Description: | If true, flushing to HDFS is enabled. Flushing to HDFS is enabled by default. Note that in absence of further HDFS configuration, the HDFS client defaults to writing to the local filesystem. |
---|---|
Default: | true |
Example: | divolte.hdfs_flusher {
enabled = false
}
|
Description: | Number of threads to use for flushing events to HDFS. Each thread creates its own files on HDFS. Depending on the flushing strategy, multiple concurrent files could be kept open per thread. |
---|---|
Default: | 2 |
Example: | divolte.hdfs_flusher {
threads = 1
}
|
Description: | The maximum length of the queue of events to keep in the case that HDFS is unavailable before starting to drop incoming events.
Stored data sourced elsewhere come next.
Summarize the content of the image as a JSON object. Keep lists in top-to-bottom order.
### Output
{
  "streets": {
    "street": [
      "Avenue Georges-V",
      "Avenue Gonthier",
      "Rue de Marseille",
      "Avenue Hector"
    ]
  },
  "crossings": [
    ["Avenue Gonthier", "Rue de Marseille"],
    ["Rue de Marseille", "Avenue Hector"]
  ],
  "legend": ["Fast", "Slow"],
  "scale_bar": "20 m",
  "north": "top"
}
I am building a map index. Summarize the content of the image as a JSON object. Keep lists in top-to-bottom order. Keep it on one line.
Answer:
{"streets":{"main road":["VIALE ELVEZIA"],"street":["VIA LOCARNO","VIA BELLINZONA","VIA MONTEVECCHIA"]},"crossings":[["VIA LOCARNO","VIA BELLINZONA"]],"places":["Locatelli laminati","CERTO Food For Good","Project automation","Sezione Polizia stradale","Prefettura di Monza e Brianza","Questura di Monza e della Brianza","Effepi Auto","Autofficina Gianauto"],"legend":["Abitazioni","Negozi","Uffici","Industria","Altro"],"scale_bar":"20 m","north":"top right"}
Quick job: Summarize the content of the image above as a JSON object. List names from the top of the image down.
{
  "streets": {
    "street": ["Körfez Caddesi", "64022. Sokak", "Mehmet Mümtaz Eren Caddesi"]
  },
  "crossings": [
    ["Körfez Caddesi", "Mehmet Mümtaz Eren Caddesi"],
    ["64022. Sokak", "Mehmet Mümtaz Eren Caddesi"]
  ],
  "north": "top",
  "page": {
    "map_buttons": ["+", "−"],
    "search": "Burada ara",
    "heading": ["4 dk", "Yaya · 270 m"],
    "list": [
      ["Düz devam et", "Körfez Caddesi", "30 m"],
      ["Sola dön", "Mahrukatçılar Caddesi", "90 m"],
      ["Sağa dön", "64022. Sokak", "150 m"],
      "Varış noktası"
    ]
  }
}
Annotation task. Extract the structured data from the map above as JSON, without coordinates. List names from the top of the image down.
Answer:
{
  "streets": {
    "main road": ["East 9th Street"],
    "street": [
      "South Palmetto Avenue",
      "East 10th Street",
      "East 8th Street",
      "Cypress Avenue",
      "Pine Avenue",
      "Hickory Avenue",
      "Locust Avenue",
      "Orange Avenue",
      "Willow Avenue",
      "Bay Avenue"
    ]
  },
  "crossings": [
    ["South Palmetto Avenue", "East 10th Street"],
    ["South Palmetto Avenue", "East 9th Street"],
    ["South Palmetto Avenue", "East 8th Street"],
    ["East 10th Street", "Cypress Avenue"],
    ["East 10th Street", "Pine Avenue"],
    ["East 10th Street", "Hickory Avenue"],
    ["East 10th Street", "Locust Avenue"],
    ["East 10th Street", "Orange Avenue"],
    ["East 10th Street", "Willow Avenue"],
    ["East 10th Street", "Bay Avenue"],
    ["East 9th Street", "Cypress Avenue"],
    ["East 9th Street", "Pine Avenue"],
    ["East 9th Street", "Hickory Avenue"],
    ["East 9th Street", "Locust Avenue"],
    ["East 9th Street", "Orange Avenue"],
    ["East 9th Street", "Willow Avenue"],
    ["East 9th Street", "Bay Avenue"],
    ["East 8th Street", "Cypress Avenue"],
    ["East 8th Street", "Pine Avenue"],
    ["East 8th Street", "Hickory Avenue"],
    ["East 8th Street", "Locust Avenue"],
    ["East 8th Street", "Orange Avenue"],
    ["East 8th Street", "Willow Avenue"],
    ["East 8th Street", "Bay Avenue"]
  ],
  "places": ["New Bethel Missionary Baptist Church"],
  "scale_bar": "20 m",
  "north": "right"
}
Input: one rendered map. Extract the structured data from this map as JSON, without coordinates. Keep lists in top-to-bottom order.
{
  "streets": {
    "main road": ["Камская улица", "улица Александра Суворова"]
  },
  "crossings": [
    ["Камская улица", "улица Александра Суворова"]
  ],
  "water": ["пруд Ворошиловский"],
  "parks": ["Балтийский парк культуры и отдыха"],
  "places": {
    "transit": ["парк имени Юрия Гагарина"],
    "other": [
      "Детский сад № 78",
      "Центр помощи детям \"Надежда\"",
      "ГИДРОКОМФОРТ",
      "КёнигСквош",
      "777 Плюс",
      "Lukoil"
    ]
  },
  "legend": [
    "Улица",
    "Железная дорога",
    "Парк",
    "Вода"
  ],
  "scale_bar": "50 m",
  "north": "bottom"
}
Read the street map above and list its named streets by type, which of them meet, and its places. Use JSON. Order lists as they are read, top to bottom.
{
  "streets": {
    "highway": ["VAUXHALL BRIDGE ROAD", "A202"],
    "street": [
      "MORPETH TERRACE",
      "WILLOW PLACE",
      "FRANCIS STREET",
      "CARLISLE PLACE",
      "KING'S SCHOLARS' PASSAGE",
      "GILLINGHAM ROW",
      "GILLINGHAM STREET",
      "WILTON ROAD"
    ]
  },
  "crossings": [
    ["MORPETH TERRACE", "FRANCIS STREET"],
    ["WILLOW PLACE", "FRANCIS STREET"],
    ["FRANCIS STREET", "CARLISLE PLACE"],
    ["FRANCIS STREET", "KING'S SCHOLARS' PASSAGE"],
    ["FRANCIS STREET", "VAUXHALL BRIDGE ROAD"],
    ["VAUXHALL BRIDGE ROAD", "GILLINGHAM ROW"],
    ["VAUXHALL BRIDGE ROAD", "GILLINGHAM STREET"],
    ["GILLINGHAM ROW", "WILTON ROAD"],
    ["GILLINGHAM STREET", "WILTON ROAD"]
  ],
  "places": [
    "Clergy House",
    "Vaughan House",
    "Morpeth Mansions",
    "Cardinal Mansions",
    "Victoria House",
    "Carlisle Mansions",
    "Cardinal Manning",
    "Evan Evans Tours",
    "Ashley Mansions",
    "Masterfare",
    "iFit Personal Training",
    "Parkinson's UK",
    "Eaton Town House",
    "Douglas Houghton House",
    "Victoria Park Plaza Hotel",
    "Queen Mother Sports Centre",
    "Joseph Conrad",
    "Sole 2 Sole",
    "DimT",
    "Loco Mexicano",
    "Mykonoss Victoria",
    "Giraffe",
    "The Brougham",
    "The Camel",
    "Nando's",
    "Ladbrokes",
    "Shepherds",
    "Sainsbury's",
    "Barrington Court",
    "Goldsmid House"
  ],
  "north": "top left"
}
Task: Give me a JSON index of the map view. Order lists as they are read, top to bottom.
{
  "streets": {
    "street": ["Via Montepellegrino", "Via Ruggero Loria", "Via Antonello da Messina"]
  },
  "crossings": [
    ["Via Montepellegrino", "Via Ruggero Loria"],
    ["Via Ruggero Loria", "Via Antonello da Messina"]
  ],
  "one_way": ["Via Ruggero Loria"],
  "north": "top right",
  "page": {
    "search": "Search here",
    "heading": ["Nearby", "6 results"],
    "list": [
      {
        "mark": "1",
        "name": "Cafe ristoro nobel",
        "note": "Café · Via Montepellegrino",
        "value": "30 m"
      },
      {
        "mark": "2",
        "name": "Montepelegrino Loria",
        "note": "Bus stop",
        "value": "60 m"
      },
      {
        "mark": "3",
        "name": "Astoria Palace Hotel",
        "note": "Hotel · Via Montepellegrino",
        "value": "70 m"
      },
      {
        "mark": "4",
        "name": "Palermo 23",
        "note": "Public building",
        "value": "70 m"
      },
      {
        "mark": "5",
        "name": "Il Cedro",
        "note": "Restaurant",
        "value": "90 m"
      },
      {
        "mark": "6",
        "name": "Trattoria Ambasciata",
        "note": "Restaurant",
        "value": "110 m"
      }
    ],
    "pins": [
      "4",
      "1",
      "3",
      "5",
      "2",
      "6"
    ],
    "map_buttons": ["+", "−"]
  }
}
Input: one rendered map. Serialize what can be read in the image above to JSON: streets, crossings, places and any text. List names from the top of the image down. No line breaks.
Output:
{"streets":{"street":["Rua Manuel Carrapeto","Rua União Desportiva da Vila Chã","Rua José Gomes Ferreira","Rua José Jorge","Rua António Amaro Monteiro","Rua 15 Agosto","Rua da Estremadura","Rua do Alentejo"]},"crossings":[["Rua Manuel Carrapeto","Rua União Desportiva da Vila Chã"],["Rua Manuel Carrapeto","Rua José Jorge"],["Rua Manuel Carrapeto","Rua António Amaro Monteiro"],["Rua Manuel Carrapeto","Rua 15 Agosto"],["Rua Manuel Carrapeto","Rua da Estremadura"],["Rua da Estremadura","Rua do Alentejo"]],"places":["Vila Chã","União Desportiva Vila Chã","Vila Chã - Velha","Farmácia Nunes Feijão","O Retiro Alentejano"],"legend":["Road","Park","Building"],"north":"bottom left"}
Note that when this queue is full, events are dropped and a warning is logged. No errors are reported to the client side. Divolte Collector will always respond with a HTTP 200 status code and the image payload. Note that the queue size is per thread. |
---|---|
Default: | 100000 |
Example: | divolte.hdfs_flusher {
max_write_queue = 1000000
}
|
Description: | The maximum delay to block before an incoming event is dropped in case of a full queue. |
---|---|
Default: | 1 second |
Example: | divolte.hdfs_flusher {
max_enqueue_delay = 20 seconds
}
|
HDFS specific settings. Although it is possible to configure a HDFS URI here, it is more advisable to configure HDFS settings by specifying a HADOOP_CONF_DIR environment variable which will be added to the classpath on startup and as such configure the HDFS client automatically.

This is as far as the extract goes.